The United Nations is making a last-minute plea to Texas officials to delay the execution of Scott Panetti, a prisoner who is said to have mental disabilities that should have made him ineligible for the death penalty, Al-Jazeera reports.
“There is no doubt that it is inherently cruel and unworthy of civilized societies to execute persons with mental disabilities,” Juan E. Méndez, the U.N. special rapporteur on torture and other cruel, inhuman and degrading treatment, said in a press statement Tuesday.
Panetti received a death sentence in 1995 for murdering his wife’s parents. Even then, his defense attorneys argued that a “debilitating mental illness” had caused him to commit the crime and that he should not be a candidate for capital punishment.

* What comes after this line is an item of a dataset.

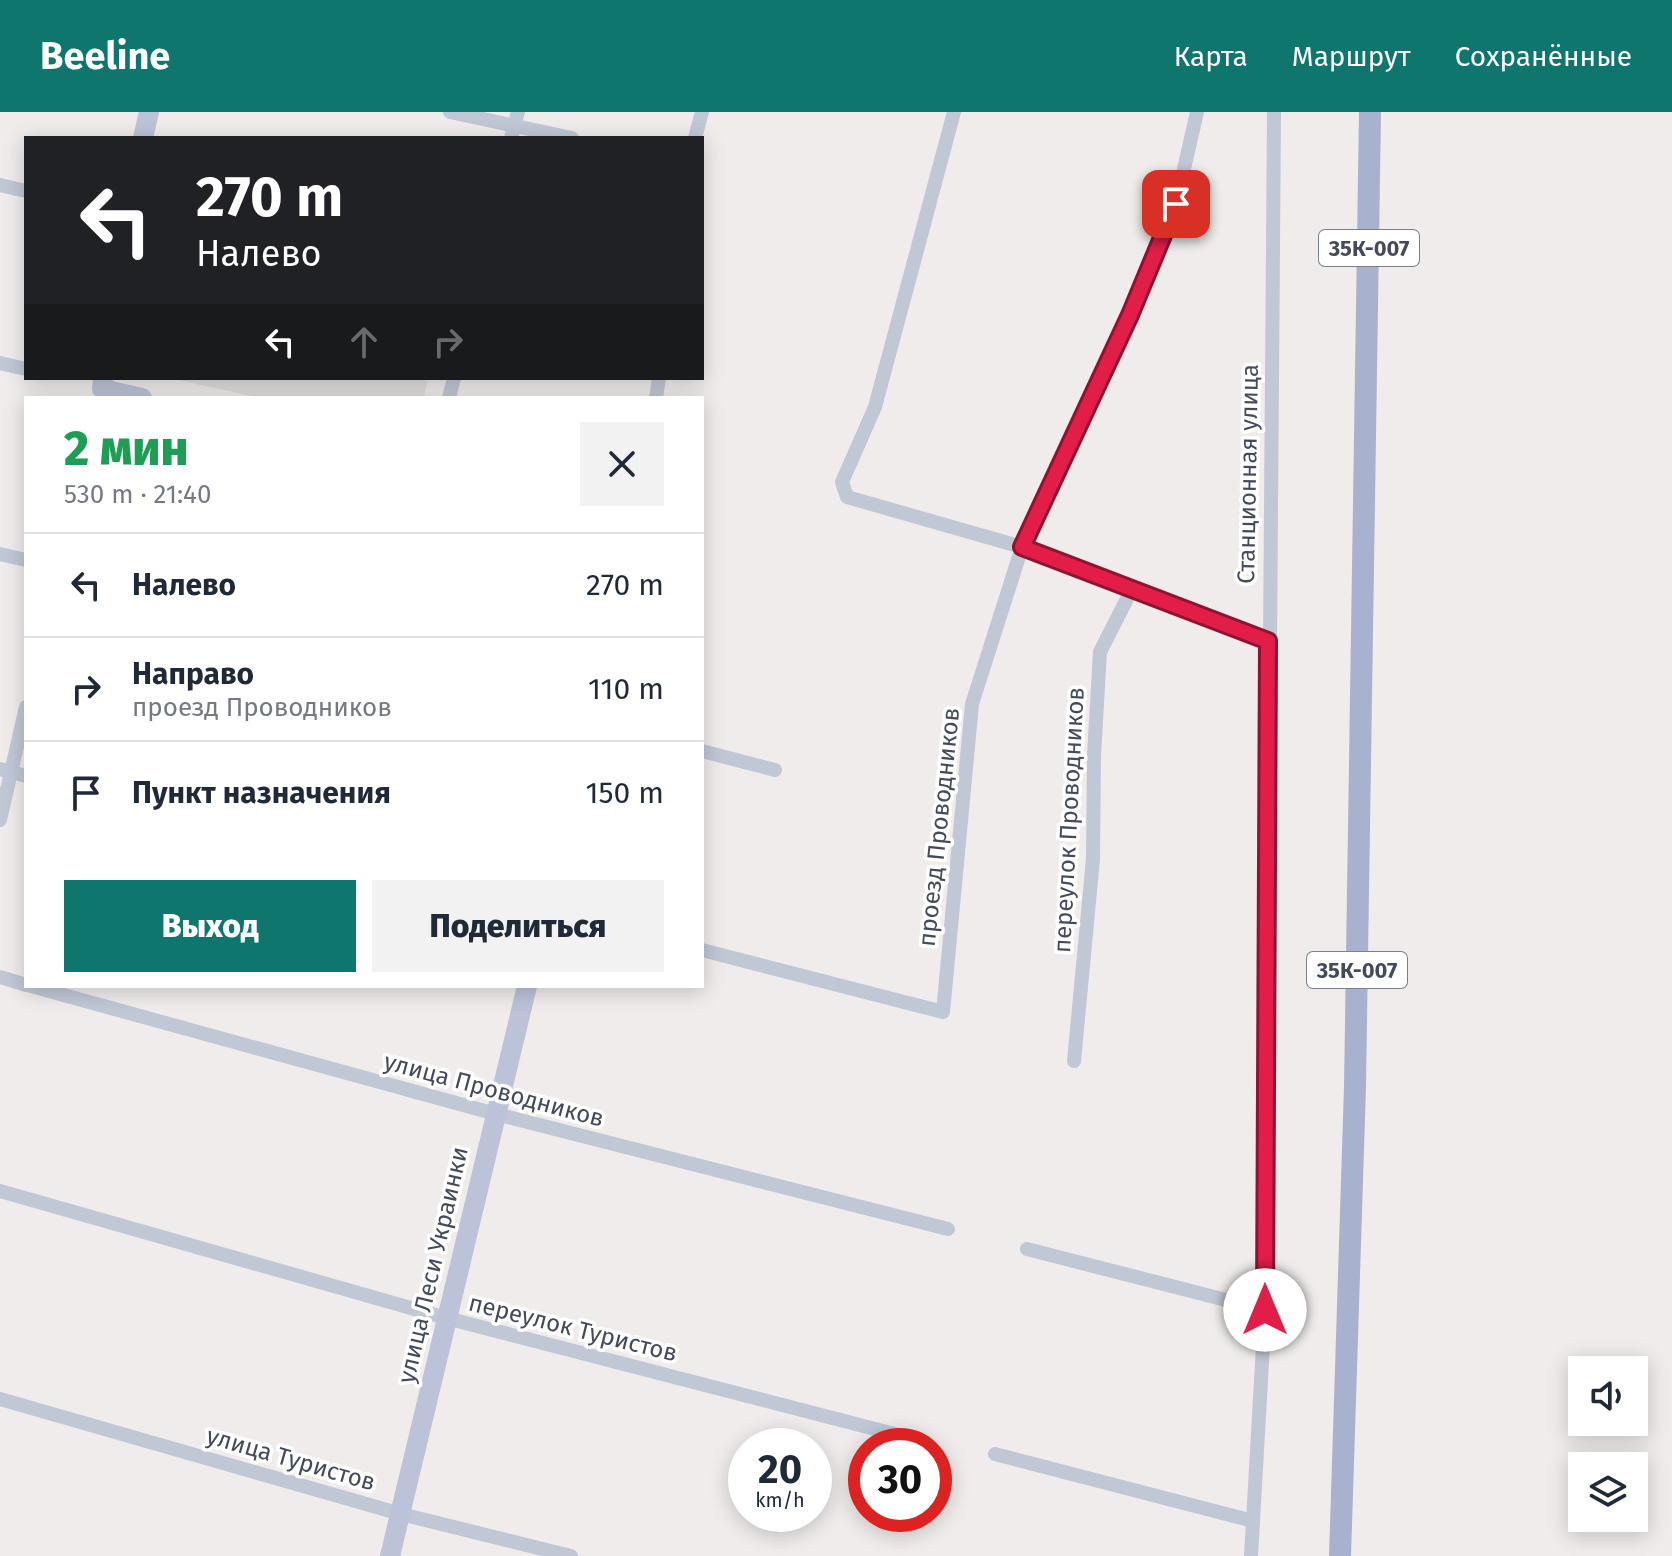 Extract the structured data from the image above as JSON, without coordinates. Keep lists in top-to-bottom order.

The case made its way to the Supreme Court, where justices found that “Panetti could only be killed if he was found to possess a ‘reasonable understanding’ of the reasons for his execution,” Al-Jazeera explains.
Panetti’s attorneys say that Panetti “reportedly believes he will be killed because the state is conspiring to stop him from preaching the Gospel to his fellow inmates,” the news site reports.
The U.N. is not the only organization that has weighed in on the matter and is lobbying Texas officials, the White House and the Supreme Court to issue a stay.
“Such disparate voices as Ron Paul, the American Bar Association and the National Alliance on Mental Illness have all spoken out in opposition to the execution. Panetti’s defense attorneys have asked both Texas Gov. Rick Perry and the United States Supreme Court to delay the execution, though neither has responded to the request as of yet,” Al-Jazeera reports.
William C. Hubbard, president of the American Bar Association, wrote a letter to Perry arguing that Panetti’s mental state should be re-evaluated and assessed by a judge. “We believe that justice requires that Mr. Panetti’s execution be stayed until complete and current information about his mental health has been thoroughly considered by a judge to determine whether Mr. Panetti is competent to be executed,” Hubbard wrote.